*** INPUT ***

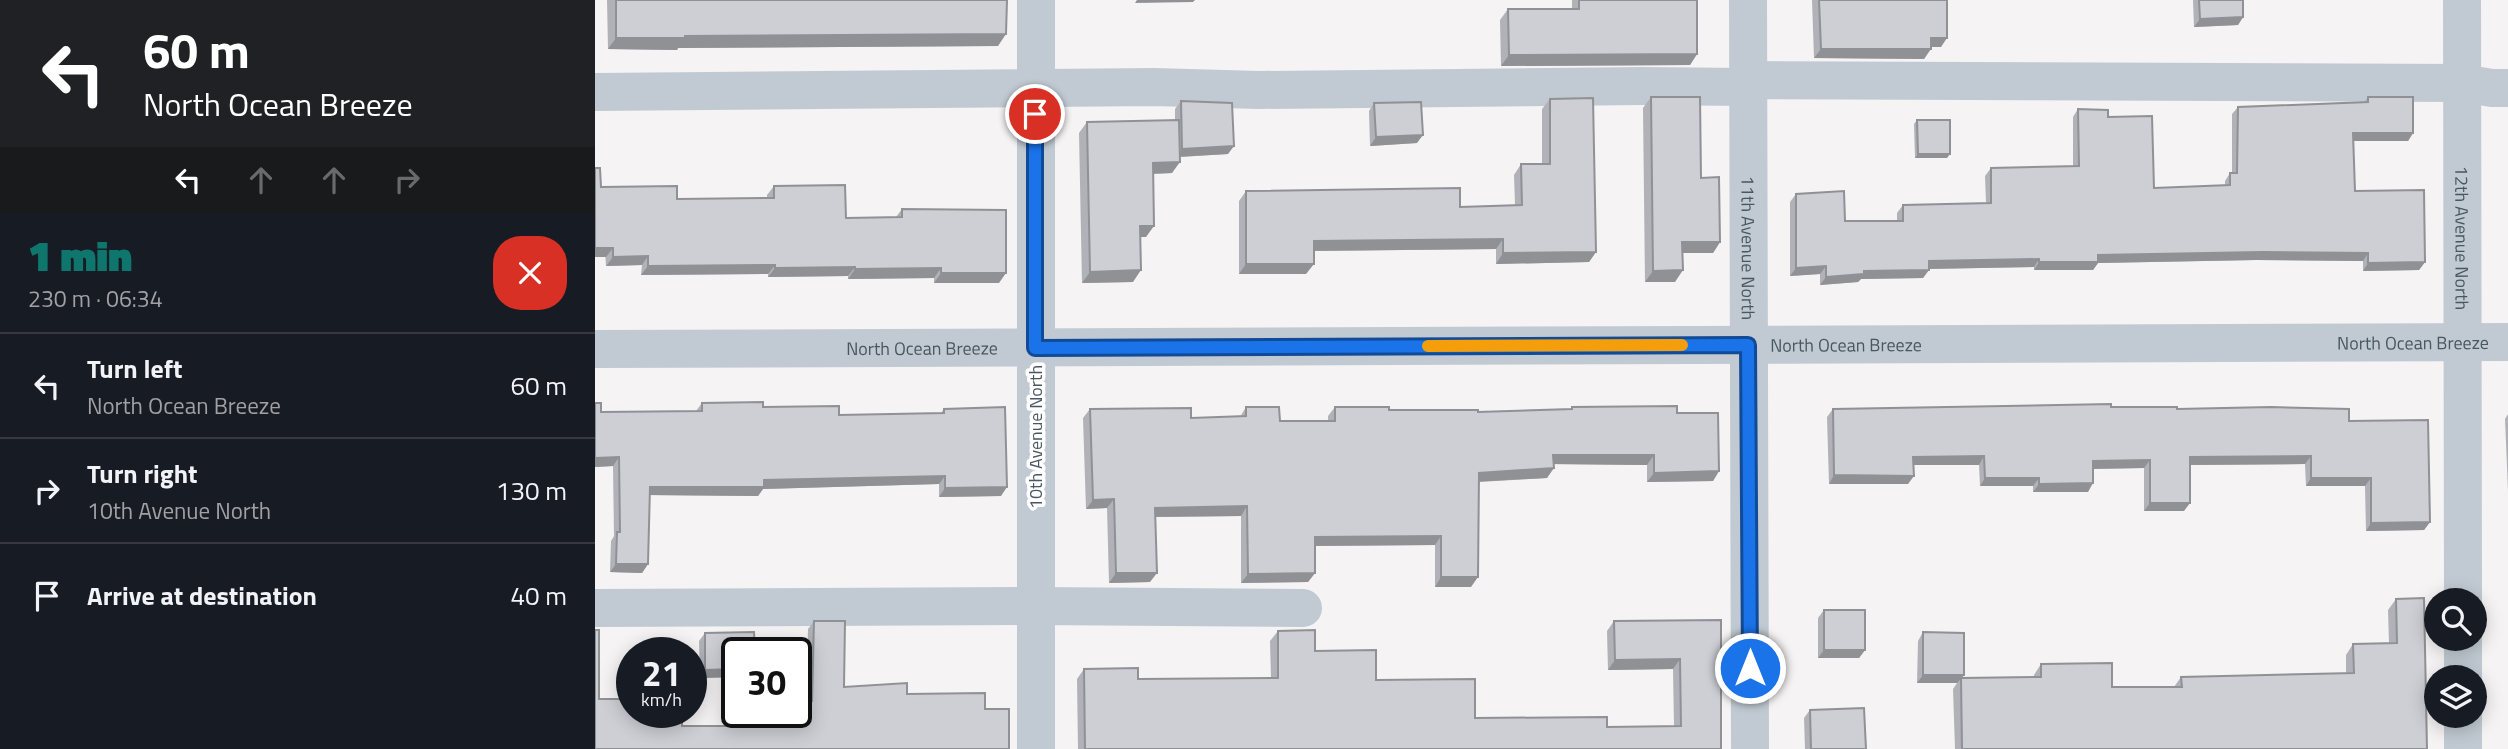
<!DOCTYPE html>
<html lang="en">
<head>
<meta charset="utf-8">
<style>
  :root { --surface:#171b24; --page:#242831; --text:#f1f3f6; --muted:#9ea1a6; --line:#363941; --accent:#0f766e }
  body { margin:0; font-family:"Titillium Web",sans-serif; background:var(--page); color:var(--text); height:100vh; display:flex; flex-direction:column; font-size:26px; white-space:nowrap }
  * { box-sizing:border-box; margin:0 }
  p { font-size:23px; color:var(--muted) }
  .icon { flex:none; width:38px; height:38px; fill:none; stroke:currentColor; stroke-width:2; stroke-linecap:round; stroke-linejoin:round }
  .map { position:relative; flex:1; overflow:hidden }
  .side { display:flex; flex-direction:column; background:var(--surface); width:595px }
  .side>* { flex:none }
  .banner { background:#202124; color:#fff; overflow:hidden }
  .controls { position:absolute; left:1829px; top:588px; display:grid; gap:14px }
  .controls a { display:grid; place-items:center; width:63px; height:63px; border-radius:50%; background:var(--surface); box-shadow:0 4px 18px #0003; font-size:35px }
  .speed { position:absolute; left:21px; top:637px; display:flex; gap:14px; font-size:35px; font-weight:700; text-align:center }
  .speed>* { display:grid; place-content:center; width:91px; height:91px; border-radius:50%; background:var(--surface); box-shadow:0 4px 18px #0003; line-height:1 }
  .speed small { font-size:18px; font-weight:400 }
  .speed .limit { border:4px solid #111; border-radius:10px; background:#fff; color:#111 }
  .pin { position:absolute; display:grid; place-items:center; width:60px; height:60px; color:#fff; margin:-30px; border:4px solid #fff; border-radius:50%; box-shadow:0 2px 7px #0007 }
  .me { position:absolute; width:77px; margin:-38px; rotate:0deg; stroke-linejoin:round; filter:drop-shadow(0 0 5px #0008) }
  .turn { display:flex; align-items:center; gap:24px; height:147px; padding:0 28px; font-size:32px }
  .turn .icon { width:91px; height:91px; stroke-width:2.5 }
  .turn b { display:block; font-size:49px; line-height:60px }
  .lanes { display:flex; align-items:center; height:66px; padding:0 28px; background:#0003; justify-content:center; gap:35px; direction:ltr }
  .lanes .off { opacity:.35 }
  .round { display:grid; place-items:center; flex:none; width:74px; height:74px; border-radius:28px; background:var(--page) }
  .summary { display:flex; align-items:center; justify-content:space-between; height:119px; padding:0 28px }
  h1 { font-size:42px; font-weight:800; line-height:52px; color:var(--accent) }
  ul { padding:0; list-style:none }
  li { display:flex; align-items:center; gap:21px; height:105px; padding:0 28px; border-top:2px solid var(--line) }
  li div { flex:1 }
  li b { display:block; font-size:26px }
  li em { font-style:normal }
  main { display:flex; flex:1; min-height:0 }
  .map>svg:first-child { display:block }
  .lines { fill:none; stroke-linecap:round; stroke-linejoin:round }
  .minor { stroke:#c1cad2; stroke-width:38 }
  .wall { fill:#b0b2b7 }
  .shaded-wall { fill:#909195 }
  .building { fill:#cdcfd5; stroke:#909195; stroke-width:2 }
  .route-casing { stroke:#114b97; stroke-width:18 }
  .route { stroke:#1a73e8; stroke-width:12 }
  .slow { stroke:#f59e0b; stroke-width:12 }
  .labels { text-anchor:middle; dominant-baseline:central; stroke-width:7; stroke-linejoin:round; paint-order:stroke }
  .street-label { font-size:18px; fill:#4a5661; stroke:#fff }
</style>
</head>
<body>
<main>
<section class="side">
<div class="banner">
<div class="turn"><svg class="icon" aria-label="left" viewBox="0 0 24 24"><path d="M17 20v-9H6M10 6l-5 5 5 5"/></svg><div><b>60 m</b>North Ocean Breeze</div></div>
<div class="lanes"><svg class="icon" aria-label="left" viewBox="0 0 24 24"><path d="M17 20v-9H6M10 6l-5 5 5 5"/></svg><svg class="icon off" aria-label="ahead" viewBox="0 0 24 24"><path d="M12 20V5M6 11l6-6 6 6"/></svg><svg class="icon off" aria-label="ahead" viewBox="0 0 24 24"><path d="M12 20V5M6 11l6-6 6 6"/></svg><svg class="icon off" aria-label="right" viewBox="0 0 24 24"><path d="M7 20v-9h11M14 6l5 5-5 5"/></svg></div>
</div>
<div class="summary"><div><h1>1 min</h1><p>230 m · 06:34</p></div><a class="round" style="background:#d93025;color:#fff"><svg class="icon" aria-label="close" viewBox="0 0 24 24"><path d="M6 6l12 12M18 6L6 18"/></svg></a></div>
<ul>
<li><svg class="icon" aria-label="left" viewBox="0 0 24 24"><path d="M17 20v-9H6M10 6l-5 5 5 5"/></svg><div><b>Turn left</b><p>North Ocean Breeze</p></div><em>60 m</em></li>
<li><svg class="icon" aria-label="right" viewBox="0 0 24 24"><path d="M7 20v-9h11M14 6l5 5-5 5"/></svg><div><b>Turn right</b><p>10th Avenue North</p></div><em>130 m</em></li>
<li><svg class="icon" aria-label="arrive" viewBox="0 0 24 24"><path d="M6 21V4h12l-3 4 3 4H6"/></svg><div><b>Arrive at destination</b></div><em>40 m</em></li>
</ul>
</section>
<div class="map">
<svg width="1913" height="749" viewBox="0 0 1913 749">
  <rect width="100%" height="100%" fill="#f5f3f3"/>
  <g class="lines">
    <g class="minor">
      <path d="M441,0V749"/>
      <path id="s1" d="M1153,0L1155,749"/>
      <path id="s2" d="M1867,0L1868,600"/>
      <path d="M1153,80L1867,83L1897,88H1913"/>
      <path d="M0,92L559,87L664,90L1047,86L1153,87"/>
      <path id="s3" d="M0,349L1913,342"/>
      <path d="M0,608L441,606L708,608"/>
      <path d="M1868,639V677"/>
      <path d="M1868,716V749"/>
    </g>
  </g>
  <g class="wall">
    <path d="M12,0H412L403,46L83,48L82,50L13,49Z"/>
    <path d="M977,0H1102V54L1095,65L906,66L905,20L913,9H977Z"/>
    <path d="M1217,0H1352L1346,47H1336L1329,59L1219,58Z"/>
    <path d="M1598,0H1648V17L1643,25L1599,27Z"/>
    <path d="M1056,97L1106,178L1125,242L1118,253H1087L1080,282H1050L1048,108Z"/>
    <path d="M1773,97L1818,133L1813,141H1758L1760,191L1830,262L1824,270L1768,271V261L1661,260L1503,263L1498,270H1439V267L1334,269L1328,278L1266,279L1263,282L1225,285V274L1195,276V202L1201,194L1250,221H1302V213L1308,205L1391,203L1390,176L1396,168L1478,167V117L1483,109L1513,117L1559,188L1630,185V181L1635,173H1637V114L1643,107L1769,102Z"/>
    <path d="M955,99L1001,252L994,262L901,264V249L719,251L711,274H644V201L651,191L865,207L920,205L919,175L926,164H947V109Z"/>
    <path d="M586,101L633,154L585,157L577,173L558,174L551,237H545L538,282L487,283L484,133L492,122L580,120V109Z"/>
    <path d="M779,103L822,143L775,146L774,111Z"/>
    <path d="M1322,120L1352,158H1320L1319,124Z"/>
    <path d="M179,186L251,218L301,217L307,209L404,283H339V278L253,279V276L173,277V274L46,275L47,265L11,266L6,187L82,199L172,198V195Z"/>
    <path d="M0,403L6,412L101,411L107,403L168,407L244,415L346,413L349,409L406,496L344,497V484L168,489L163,496L54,495L53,564L47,573L15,572L16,541L19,536L18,466L0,467Z"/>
    <path d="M651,407L685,421H733V416L740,407L883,412L975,409L977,407L1082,413L1124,471L1118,481L1052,482V465L959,464L952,478L884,482L876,587H840V545L720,546V573L713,582L646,583V516L560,517L555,582L514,583L512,508L491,509L488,418L495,409L596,418L645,417Z"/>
    <path d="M1516,407L1582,409L1754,421L1835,522L1829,530L1771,531L1770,486H1711L1710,464L1595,465L1589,511H1549V468L1498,469L1493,492H1438V486H1385L1384,465H1319L1313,484H1234L1232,417L1238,409Z"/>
    <path d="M1913,414V491L1910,419Z"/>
    <path d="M1801,599L1832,749H1360L1358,689L1362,683H1322L1323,641L1328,632L1369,675L1367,678L1439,677V675L1446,664L1517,687H1579L1586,677L1751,673V655L1758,644L1794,643L1793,610Z"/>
    <path d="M1229,610L1270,650L1264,658H1223V618Z"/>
    <path d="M1126,620V749H483L482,679L489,669L543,679L676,678L675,641L683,631L720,651L781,680L880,718L1012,727L1079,726L1078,669L1013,670L1012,631L1019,621Z"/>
    <path d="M219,621L249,687L312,694L390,709L0,749L4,699L87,726H180V712H201L211,701L213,629Z"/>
    <path d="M110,633L142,653V677L105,678L104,641Z"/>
    <path d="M1215,710L1271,749H1210L1209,718Z"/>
  </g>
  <g class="shaded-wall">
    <path d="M542,0H600L598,2L540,3Z"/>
    <path d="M1648,17L1643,25L1599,27L1605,19Z"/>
    <path d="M411,34L403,46L83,48L82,50L13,49L21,38L90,36Z"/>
    <path d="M1336,38H1352L1346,47H1329Z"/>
    <path d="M1226,49H1336L1329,59L1219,58Z"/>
    <path d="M1102,54L1095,65L906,66L914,55Z"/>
    <path d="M1758,133H1818L1813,141H1752Z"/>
    <path d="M828,135L822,143L775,146L781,137Z"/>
    <path d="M639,146L633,154L581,157L587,149Z"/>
    <path d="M1323,154H1355L1352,158H1320Z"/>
    <path d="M585,162L577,173L550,174L558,163Z"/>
    <path d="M545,226H559L551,237H537Z"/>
    <path d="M908,239L901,249L711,251L719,241Z"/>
    <path d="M1087,242H1125L1118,253H1079Z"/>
    <path d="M0,248H18L11,257H0Z"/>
    <path d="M1001,252L994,262L901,264L908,253Z"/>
    <path d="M1667,252L1773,253L1768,261L1661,260L1503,263L1498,270H1439L1444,262L1503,255Z"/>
    <path d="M53,256L47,265L11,266L18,257Z"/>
    <path d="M1444,259L1439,267L1328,269L1334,261Z"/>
    <path d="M1830,262L1824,270L1768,271L1773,263Z"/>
    <path d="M651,264H719L711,274H644Z"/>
    <path d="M180,265L173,274L46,275L53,266Z"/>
    <path d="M1231,266L1225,274L1195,276L1201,268Z"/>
    <path d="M260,267L253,276L173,277L180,268Z"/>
    <path d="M346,268L339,278L253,279L260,269Z"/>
    <path d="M546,270L538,282L487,283L495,272Z"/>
    <path d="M1088,270L1080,282H1050L1058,271Z"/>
    <path d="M1334,270L1328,278L1266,279L1263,282L1225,285L1231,277L1269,271Z"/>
    <path d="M346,273H411L404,283H339Z"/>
    <path d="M958,455H1059L1052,465L952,464Z"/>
    <path d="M1389,456L1384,465H1313L1318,457Z"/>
    <path d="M1716,456L1710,464L1589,465L1595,457Z"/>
    <path d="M24,457L18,466L0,467V458Z"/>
    <path d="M1555,460L1549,468L1492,469L1498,461Z"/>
    <path d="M959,468L952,478L877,482L884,473Z"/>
    <path d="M1124,471L1118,481L1052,482L1059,473Z"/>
    <path d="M1239,475L1319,476L1313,484H1234Z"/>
    <path d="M350,476L344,484L168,489L163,496L48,495L55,487L169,480Z"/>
    <path d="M1390,478H1444L1438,486H1385Z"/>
    <path d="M1716,478H1776L1770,486H1711Z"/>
    <path d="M1498,483L1493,492H1438L1444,484Z"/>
    <path d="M412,487L406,496L344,497L350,488Z"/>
    <path d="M519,499L512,508L491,509L498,500Z"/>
    <path d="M1555,503H1595L1589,511H1549Z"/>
    <path d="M652,506L646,516L553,517L560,508Z"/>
    <path d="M1835,522L1829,530L1771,531L1776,523Z"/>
    <path d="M846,536L840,545L713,546L720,537Z"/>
    <path d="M21,564H53L47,573L15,572Z"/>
    <path d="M521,573H562L555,582L514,583Z"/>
    <path d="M720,573L713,582L646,583L653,574Z"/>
    <path d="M846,577H883L876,587H840Z"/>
    <path d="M1229,650H1270L1264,658H1223Z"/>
    <path d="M1085,659L1078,669L1013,670L1020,660Z"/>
    <path d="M142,669V677L105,678L110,670Z"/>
    <path d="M1328,675H1369L1362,683H1322Z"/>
  </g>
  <g class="building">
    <path d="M21,0H412L411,34L90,36V38H21Z"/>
    <path d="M984,0H1102V54L914,55L913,9H984Z"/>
    <path d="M1224,0H1352V38H1336V49H1226Z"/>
    <path d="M1604,0H1648V17L1605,19Z"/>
    <path d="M1056,97H1105L1106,178L1124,177L1125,242H1087L1088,270L1058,271Z"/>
    <path d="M1773,97H1818V133H1758L1760,191L1829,190L1830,262L1773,263V253L1667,252L1503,255V262H1444V259L1334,261V270L1269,271V274L1231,277V266L1201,268V194L1249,191L1250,221H1308V205L1396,203V168L1484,166L1483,109L1513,110V117L1557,116L1559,188L1635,185V173H1642L1643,107L1773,102Z"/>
    <path d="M998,98L1001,252L908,253V239L719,241V264H651V191L865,188V207L927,205L926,164H955V99Z"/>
    <path d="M586,101L637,103L639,146L587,149Z"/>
    <path d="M826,102L828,135L781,137L779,103Z"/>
    <path d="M584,120L585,162L558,163L559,226H545L546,270L495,272L492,122Z"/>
    <path d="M1322,120H1355V154H1323Z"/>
    <path d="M0,168H5L6,187L82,186V199L179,198V186L250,185L251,218L307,217V209L411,210V273H346V268L260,269V267L180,268V265L53,266V256L18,257V248H0Z"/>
    <path d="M168,402V407L244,406V415L349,413V409L410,407L412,487L350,488V476L169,480V487H55L53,564H21L22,532H25L24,457L0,458V403H6V412L107,411V403Z"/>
    <path d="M1516,404V407H1582V409L1676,407L1754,409V421L1833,420L1835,522L1776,523V478H1716V456L1595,457V503H1555V460L1498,461V483L1444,484V478H1390L1389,456L1318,457L1319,476L1239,475L1238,409Z"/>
    <path d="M1082,406V413H1123L1124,471L1059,473V455H958L959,468L884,473L883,577H846V536L720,537V573L653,574L652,506L560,508L562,573H521L519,499L498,500L495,409L596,408V418L651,416V407H684L685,421H740V407H794V410H883V412L977,409V407Z"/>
    <path d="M1829,598L1832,749H1367L1366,678L1446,677V664L1517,663V687H1587L1586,677L1759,673L1758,644L1802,643L1801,599Z"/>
    <rect x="1229" y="610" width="41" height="40"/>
    <path d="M1126,620V749H490L489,669L543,668V679L683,678V631L720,630V651L781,650V680L880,679V718L1012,717V727L1086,726L1085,659L1020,660L1019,621Z"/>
    <path d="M219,621H250L249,687L312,683V694L390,693V709H414V749H0V630H4V699H37V712H87V726H186V712H201V701H217Z"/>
    <path d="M159,632L160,653H142V669L110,670V633Z"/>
    <path d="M1328,632L1369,633V675H1328Z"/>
    <path d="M1269,708L1271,749H1216L1215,710Z"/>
  </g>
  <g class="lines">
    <g class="route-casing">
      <path id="route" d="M440,114V348L1153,345L1155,668"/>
    </g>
    <use href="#route" class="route"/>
    <path class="slow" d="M833,346L1087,345"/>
  </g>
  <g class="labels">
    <g class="street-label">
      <text stroke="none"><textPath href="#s2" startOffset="238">12th Avenue North</textPath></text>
      <text stroke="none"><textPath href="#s1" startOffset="248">11th Avenue North</textPath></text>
      <text stroke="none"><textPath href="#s3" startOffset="1818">North Ocean Breeze</textPath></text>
      <text stroke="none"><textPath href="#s3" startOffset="1251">North Ocean Breeze</textPath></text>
      <text stroke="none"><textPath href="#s3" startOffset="327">North Ocean Breeze</textPath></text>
      <text transform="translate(440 437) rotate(-90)">10th Avenue North</text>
    </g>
  </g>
</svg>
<div class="controls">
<a><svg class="icon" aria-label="search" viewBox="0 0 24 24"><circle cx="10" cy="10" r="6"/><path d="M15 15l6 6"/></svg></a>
<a><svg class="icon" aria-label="layers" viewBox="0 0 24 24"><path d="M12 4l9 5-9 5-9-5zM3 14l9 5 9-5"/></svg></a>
</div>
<div class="speed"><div>21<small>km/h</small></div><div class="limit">30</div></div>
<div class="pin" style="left:440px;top:114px;background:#d93025"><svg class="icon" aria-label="arrive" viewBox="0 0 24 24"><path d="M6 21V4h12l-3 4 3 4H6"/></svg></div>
<svg class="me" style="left:1155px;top:668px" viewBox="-20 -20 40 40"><circle r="17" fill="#1a73e8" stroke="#fff" stroke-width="3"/><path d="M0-11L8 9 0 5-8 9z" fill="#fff"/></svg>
</div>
</main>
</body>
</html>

*** End of INPUT ***

#### [YOUR TASK]
Return each line in the records that holds the string "position".

#### [RESPONSE BOX]
  .map { position:relative; flex:1; overflow:hidden }
  .controls { position:absolute; left:1829px; top:588px; display:grid; gap:14px }
  .speed { position:absolute; left:21px; top:637px; display:flex; gap:14px; font-size:35px; font-weight:700; text-align:center }
  .pin { position:absolute; display:grid; place-items:center; width:60px; height:60px; color:#fff; margin:-30px; border:4px solid #fff; border-radius:50%; box-shadow:0 2px 7px #0007 }
  .me { position:absolute; width:77px; margin:-38px; rotate:0deg; stroke-linejoin:round; filter:drop-shadow(0 0 5px #0008) }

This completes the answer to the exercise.